*** Records shown ***
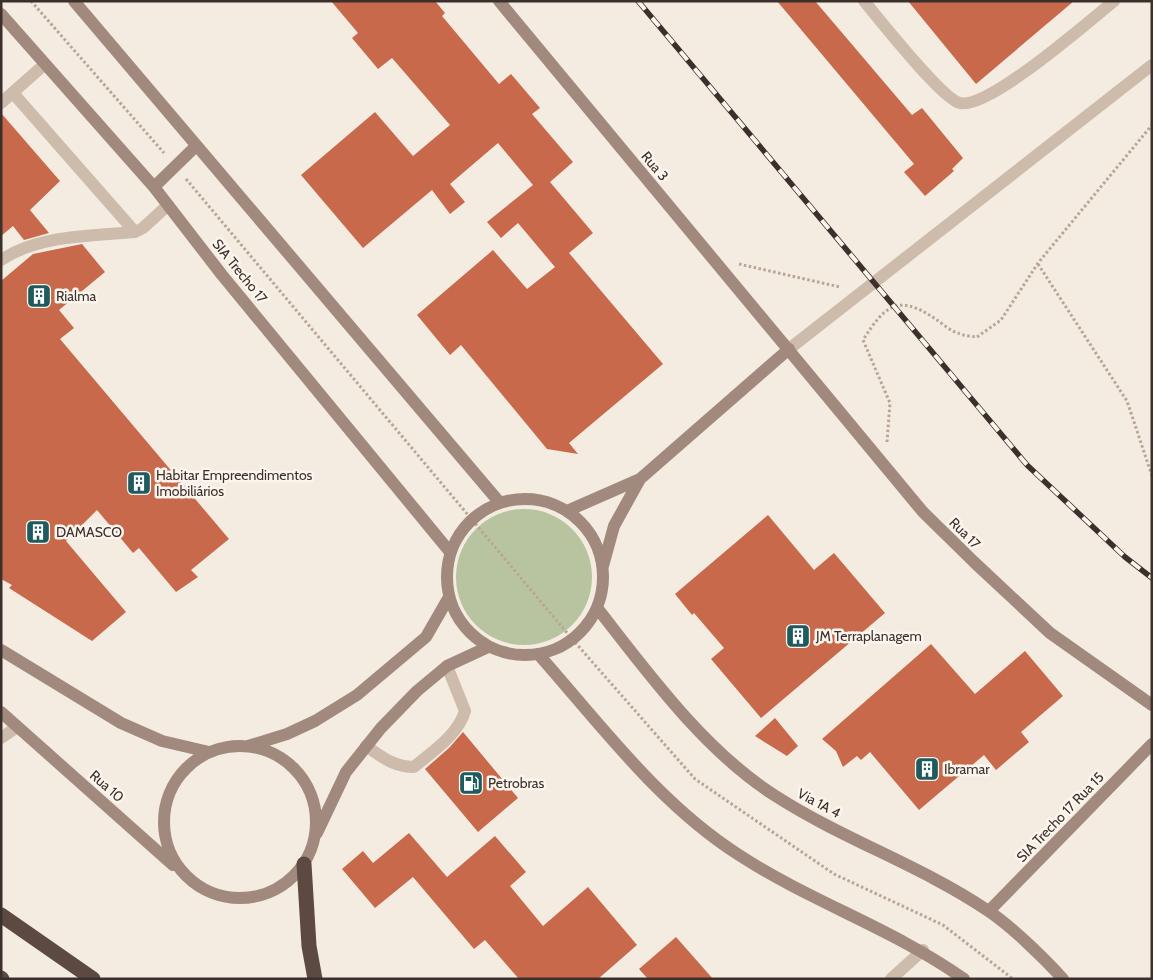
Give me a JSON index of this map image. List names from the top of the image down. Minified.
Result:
{"streets":{"street":["Rua 3","SIA Trecho 17","Rua 17","Rua 10","Via 1A 4","SIA Trecho 17 Rua 15"]},"crossings":[["Rua 3","Rua 17"],["Via 1A 4","SIA Trecho 17 Rua 15"]],"places":{"building":["Rialma","Habitar Empreendimentos Imobiliários","DAMASCO","JM Terraplanagem","Ibramar"],"fuel station":["Petrobras"]}}
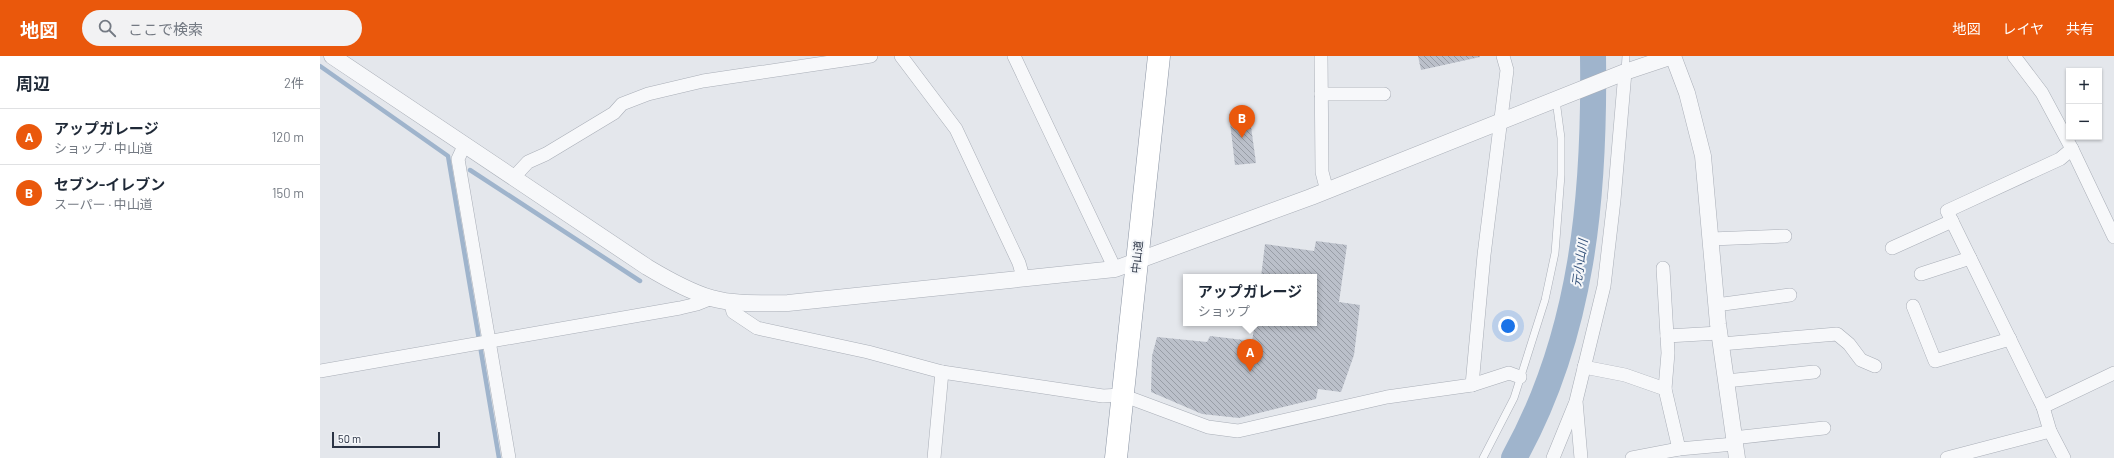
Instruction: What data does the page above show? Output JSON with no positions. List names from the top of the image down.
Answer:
{
  "streets": {
    "highway": ["中山道"]
  },
  "water": ["元小山川"],
  "scale_bar": "50 m",
  "page": {
    "header": "地図",
    "search": "ここで検索",
    "nav": ["地図", "レイヤ", "共有"],
    "heading": ["周辺", "2件"],
    "map_buttons": ["+", "−"],
    "pins": ["B", "A"],
    "list": [
      {
        "mark": "A",
        "name": "アップガレージ",
        "note": "ショップ · 中山道",
        "value": "120 m"
      },
      {
        "mark": "B",
        "name": "セブン-イレブン",
        "note": "スーパー · 中山道",
        "value": "150 m"
      }
    ],
    "popup": ["アップガレージ", "ショップ"],
    "scale": "50 m"
  }
}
***
→ **Assigned task**
Although the records contain pictures, your copy should hold only the text, reproduced exactly.

→ **Written answer**
Give me a JSON index of this map image. List names from the top of the image down. Minified.
Result:
{"streets":{"street":["Rua 3","SIA Trecho 17","Rua 17","Rua 10","Via 1A 4","SIA Trecho 17 Rua 15"]},"crossings":[["Rua 3","Rua 17"],["Via 1A 4","SIA Trecho 17 Rua 15"]],"places":{"building":["Rialma","Habitar Empreendimentos Imobiliários","DAMASCO","JM Terraplanagem","Ibramar"],"fuel station":["Petrobras"]}}
Instruction: What data does the page above show? Output JSON with no positions. List names from the top of the image down.
Answer:
{
  "streets": {
    "highway": ["中山道"]
  },
  "water": ["元小山川"],
  "scale_bar": "50 m",
  "page": {
    "header": "地図",
    "search": "ここで検索",
    "nav": ["地図", "レイヤ", "共有"],
    "heading": ["周辺", "2件"],
    "map_buttons": ["+", "−"],
    "pins": ["B", "A"],
    "list": [
      {
        "mark": "A",
        "name": "アップガレージ",
        "note": "ショップ · 中山道",
        "value": "120 m"
      },
      {
        "mark": "B",
        "name": "セブン-イレブン",
        "note": "スーパー · 中山道",
        "value": "150 m"
      }
    ],
    "popup": ["アップガレージ", "ショップ"],
    "scale": "50 m"
  }
}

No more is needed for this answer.